This is the code for my part of 7th place solution in Peking University/Baidu - Autonomous Driving.
Our entire solution is in this thread
I started with hocop1's really great kernel, so basic part of my code is based on his. My main contributions are below:
- Change the CenterNet implementation to this one
- Change backbone to resnet152
- change the depth representation to 1 / (sigmoid(z) - 1
- remove x, y, yaw(actually pitch), roll prediction(we can predict yaw and roll but it was almost same as train set's median)
- remove optimize xyz, just convert rcz to xyz
- increase image size to (832, 2080) or (960, 2400) or (1088, 2720)
- change the distance threshold to 4
- change the confidence threshold to 0.1
- ensemble 5 folds
- remove false positive by using masks in 'test_masks/'
I tried 3 scale ensemble, but it might be not so different from just 5 fold ensemble of image_size=(1088,2720).
My single fold model achieve public0.097/private0.091 and 5 fold ensemble got public0.117/private0.105.
With ensmebling Phalanx's model and Jhui's model, we got public0.129/private0.119.
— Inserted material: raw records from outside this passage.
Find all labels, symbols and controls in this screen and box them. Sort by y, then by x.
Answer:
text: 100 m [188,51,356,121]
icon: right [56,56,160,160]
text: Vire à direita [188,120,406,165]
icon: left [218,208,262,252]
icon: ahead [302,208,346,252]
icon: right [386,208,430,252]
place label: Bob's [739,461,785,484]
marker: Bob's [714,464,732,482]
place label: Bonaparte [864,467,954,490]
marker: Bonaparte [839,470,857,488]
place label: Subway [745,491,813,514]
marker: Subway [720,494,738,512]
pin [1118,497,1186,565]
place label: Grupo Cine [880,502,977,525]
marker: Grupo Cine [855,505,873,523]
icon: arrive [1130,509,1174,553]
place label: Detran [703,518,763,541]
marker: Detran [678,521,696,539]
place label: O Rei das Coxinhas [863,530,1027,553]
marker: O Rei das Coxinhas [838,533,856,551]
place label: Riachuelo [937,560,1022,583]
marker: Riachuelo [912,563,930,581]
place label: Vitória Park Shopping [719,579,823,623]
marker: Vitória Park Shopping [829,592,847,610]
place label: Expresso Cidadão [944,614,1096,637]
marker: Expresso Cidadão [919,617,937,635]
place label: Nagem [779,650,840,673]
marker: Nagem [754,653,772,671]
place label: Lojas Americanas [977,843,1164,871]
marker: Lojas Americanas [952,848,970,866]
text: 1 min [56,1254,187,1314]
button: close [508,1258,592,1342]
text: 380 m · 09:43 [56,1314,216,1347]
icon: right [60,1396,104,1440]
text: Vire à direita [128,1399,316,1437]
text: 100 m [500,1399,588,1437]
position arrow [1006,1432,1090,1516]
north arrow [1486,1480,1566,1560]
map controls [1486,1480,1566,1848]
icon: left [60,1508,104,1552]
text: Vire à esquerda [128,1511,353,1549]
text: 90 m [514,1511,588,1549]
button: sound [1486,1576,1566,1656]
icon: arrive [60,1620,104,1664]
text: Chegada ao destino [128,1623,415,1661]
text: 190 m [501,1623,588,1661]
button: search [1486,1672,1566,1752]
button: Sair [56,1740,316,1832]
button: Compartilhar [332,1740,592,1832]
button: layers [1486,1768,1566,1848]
$ python resize_images.py --config config/003_r152d_img1088.yml
$ python split_folds.py --config config/003_r152d_img1088.yml
$ python train.py --config config/cls/003_r152d_img1088.yml
$ python prediction.py --config_dir config/003_r152d_img1088.yml --ensemble
- My code for this competition specific part is based on this great starter kernel
- CenterNet implementation is from see--'s code for Kuzushiji competition
- To evaluate models, this tito's kernel helps me a lot. But eventually we evaluate our model by f1-like score. Please check metric code for the detail.